____ DATA EXTRACTS

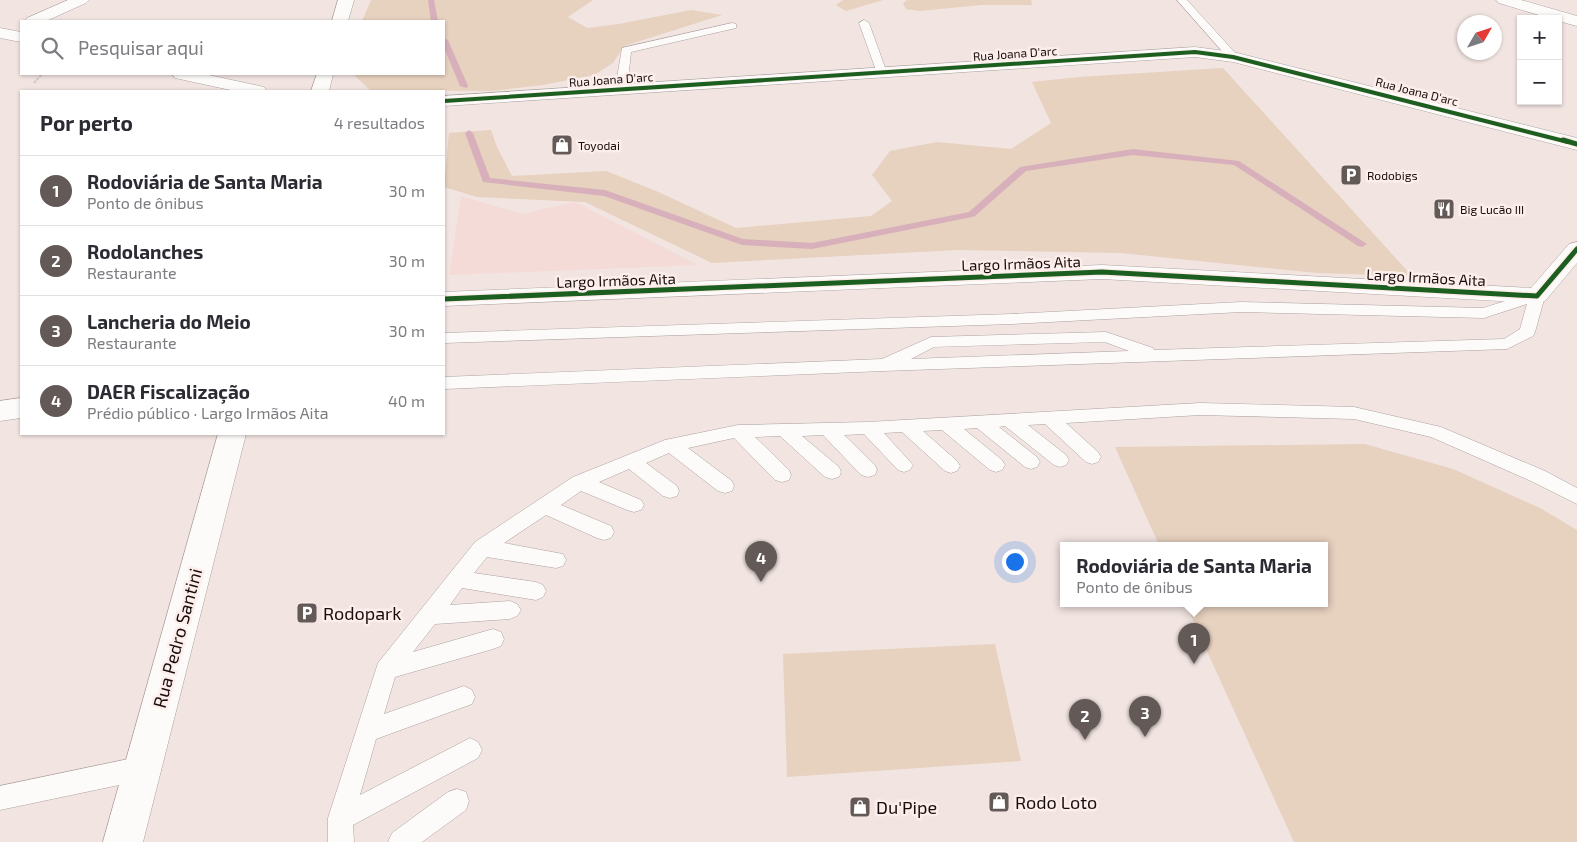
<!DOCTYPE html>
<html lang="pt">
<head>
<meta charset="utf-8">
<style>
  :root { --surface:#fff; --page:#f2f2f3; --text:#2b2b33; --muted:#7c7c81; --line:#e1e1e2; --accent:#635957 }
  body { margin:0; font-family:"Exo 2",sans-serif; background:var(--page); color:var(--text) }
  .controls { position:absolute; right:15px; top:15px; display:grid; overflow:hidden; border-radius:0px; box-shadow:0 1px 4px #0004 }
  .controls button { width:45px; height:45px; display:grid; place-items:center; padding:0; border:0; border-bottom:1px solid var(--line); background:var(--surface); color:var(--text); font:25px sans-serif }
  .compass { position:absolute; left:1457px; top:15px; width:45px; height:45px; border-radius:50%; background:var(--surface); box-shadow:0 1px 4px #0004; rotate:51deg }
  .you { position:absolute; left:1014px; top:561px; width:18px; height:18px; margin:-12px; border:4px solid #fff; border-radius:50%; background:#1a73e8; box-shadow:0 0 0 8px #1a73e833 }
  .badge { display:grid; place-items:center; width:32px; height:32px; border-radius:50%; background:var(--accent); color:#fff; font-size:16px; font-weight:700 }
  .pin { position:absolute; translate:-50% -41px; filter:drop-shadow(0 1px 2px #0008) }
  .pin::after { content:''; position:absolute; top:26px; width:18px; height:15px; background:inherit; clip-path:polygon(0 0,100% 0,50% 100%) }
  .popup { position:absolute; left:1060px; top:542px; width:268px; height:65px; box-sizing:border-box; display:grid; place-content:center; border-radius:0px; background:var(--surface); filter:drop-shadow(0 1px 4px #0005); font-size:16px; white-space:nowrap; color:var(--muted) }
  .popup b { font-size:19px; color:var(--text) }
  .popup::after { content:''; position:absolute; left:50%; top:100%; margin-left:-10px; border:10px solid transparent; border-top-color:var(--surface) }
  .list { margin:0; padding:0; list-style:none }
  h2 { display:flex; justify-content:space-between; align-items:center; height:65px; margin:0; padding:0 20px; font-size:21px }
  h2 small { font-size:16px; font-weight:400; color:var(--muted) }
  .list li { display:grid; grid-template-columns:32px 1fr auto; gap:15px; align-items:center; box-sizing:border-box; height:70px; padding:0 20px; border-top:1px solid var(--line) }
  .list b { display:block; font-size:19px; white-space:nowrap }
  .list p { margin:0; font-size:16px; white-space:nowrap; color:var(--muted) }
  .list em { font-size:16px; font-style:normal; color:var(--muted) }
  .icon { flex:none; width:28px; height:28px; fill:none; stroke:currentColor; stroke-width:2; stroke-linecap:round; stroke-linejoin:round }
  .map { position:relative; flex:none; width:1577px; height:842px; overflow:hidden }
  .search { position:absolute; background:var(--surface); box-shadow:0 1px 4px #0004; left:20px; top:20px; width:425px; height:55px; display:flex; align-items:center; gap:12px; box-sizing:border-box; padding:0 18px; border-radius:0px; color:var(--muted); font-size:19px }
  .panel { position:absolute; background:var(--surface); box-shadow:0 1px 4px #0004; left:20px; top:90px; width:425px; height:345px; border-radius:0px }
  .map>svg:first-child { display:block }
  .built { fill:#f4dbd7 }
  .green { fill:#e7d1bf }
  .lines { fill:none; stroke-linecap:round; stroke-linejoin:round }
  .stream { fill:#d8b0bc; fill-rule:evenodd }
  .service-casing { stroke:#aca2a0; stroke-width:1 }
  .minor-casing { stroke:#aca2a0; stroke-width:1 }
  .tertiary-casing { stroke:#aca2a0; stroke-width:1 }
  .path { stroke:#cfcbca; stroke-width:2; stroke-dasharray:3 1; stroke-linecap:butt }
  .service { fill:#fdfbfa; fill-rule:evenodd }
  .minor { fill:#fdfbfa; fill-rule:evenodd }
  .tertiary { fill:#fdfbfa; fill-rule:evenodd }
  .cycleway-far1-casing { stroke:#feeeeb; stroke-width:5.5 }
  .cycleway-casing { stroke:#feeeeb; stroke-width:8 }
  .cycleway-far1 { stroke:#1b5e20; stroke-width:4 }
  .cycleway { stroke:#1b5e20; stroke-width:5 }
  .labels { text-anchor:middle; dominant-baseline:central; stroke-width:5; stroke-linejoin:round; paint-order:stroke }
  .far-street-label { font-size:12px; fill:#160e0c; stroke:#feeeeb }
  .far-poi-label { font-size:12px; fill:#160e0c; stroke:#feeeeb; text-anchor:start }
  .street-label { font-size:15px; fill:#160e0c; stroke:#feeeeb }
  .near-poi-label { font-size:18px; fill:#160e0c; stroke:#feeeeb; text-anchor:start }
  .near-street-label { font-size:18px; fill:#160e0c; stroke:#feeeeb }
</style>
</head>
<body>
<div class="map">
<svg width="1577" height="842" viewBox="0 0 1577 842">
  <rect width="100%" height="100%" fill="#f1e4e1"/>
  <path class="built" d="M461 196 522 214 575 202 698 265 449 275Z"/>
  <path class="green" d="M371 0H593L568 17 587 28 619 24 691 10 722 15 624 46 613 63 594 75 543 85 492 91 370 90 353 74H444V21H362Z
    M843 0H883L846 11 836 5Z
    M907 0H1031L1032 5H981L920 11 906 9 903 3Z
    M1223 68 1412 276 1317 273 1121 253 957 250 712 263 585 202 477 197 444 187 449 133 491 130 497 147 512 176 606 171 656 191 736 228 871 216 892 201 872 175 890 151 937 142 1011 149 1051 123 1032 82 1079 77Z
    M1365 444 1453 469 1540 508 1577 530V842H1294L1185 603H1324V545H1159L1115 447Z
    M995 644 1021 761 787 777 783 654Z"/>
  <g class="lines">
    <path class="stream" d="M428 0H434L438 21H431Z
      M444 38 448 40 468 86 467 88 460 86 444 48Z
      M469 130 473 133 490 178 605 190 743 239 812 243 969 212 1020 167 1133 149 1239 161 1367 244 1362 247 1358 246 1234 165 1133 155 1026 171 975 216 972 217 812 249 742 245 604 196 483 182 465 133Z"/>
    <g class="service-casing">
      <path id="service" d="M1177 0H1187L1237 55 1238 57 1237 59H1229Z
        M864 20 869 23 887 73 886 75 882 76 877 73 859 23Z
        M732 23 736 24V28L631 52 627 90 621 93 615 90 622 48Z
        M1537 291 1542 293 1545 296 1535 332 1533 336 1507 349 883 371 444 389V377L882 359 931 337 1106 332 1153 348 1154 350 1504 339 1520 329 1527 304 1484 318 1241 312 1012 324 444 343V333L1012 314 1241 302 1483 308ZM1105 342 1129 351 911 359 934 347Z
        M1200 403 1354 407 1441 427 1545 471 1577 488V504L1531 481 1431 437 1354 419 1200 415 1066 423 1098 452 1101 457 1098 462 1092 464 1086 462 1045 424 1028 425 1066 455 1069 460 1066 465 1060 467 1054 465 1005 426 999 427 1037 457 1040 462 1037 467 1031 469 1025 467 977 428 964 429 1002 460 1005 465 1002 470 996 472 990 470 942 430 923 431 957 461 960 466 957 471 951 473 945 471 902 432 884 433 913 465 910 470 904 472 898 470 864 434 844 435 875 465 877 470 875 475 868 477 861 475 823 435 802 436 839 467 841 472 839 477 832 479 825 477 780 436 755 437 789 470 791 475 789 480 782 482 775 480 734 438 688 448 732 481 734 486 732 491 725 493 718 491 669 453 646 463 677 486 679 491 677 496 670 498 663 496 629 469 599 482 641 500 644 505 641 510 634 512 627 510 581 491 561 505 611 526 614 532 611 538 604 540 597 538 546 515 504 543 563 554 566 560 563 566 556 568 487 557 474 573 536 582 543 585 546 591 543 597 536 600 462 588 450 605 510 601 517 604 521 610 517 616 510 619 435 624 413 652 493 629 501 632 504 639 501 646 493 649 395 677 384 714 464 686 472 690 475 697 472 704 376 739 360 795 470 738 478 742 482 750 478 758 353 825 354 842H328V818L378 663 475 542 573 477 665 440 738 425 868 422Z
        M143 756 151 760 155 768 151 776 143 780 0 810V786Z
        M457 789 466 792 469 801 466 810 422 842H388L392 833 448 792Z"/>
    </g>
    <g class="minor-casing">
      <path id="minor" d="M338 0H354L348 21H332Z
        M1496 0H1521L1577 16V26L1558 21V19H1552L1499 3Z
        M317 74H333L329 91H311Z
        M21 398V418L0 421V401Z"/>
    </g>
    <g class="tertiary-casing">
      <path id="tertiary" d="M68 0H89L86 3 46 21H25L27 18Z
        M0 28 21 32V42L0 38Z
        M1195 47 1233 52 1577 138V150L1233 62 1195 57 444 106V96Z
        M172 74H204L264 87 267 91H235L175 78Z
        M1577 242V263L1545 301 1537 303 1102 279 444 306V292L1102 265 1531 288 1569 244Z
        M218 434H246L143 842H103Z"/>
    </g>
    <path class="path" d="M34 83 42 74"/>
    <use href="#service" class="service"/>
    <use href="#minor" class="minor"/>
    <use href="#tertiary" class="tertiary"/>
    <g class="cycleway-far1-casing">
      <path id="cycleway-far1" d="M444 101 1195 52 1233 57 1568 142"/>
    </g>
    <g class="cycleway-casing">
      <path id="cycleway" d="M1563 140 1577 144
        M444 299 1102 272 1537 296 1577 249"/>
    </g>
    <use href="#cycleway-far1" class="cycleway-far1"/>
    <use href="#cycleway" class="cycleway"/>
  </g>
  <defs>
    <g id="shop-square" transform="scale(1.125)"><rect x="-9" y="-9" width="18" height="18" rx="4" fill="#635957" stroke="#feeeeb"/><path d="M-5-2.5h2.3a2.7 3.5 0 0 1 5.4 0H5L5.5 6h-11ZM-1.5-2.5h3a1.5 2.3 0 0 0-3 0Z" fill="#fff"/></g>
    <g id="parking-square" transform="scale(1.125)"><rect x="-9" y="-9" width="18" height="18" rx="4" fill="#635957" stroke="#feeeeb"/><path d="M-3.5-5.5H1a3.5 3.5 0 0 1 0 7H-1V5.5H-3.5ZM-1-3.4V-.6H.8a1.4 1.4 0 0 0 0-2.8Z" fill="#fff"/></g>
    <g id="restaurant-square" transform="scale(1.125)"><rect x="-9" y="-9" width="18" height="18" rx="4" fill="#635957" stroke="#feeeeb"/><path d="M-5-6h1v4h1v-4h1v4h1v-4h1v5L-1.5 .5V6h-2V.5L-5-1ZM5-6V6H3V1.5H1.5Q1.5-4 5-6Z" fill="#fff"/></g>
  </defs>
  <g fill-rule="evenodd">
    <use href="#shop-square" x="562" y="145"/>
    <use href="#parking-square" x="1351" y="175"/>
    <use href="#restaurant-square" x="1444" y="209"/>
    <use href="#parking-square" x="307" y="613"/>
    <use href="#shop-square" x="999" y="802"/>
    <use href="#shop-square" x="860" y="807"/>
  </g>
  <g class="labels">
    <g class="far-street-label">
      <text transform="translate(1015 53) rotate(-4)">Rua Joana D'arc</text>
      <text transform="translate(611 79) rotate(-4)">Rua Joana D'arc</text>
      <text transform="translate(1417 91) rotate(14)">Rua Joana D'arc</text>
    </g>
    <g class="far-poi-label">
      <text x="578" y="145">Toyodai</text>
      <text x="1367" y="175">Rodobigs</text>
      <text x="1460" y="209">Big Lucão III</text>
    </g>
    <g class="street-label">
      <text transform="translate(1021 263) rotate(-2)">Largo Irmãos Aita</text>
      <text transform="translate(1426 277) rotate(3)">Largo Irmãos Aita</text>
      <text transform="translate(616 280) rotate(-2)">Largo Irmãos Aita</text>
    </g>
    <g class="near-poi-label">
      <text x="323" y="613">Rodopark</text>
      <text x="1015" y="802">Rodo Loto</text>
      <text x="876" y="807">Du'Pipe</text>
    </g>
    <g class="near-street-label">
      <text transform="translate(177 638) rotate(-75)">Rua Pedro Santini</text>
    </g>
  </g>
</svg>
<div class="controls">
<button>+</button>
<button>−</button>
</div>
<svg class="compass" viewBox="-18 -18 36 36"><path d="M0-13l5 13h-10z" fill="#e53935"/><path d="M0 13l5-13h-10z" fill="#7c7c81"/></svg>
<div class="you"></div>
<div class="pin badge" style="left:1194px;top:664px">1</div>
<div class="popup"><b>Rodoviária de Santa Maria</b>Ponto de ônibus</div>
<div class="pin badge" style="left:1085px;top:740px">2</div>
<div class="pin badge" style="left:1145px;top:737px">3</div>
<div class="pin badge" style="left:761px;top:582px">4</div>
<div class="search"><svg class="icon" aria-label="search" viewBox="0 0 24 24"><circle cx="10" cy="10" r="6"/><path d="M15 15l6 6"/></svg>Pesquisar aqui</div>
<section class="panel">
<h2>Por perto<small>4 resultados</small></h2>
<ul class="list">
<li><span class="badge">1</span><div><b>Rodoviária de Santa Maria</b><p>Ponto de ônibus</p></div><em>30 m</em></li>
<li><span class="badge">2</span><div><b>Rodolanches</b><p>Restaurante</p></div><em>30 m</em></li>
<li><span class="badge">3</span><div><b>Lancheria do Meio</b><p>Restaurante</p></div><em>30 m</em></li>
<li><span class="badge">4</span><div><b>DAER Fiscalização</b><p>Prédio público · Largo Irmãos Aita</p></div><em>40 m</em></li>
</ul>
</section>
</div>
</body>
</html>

________

From the first line of the records down through the line containing "content:''; position:absolute; top:26px;", transcribe exactly those lines and no others, both ends kept, pictures dropped.

<!DOCTYPE html>
<html lang="pt">
<head>
<meta charset="utf-8">
<style>
  :root { --surface:#fff; --page:#f2f2f3; --text:#2b2b33; --muted:#7c7c81; --line:#e1e1e2; --accent:#635957 }
  body { margin:0; font-family:"Exo 2",sans-serif; background:var(--page); color:var(--text) }
  .controls { position:absolute; right:15px; top:15px; display:grid; overflow:hidden; border-radius:0px; box-shadow:0 1px 4px #0004 }
  .controls button { width:45px; height:45px; display:grid; place-items:center; padding:0; border:0; border-bottom:1px solid var(--line); background:var(--surface); color:var(--text); font:25px sans-serif }
  .compass { position:absolute; left:1457px; top:15px; width:45px; height:45px; border-radius:50%; background:var(--surface); box-shadow:0 1px 4px #0004; rotate:51deg }
  .you { position:absolute; left:1014px; top:561px; width:18px; height:18px; margin:-12px; border:4px solid #fff; border-radius:50%; background:#1a73e8; box-shadow:0 0 0 8px #1a73e833 }
  .badge { display:grid; place-items:center; width:32px; height:32px; border-radius:50%; background:var(--accent); color:#fff; font-size:16px; font-weight:700 }
  .pin { position:absolute; translate:-50% -41px; filter:drop-shadow(0 1px 2px #0008) }
  .pin::after { content:''; position:absolute; top:26px; width:18px; height:15px; background:inherit; clip-path:polygon(0 0,100% 0,50% 100%) }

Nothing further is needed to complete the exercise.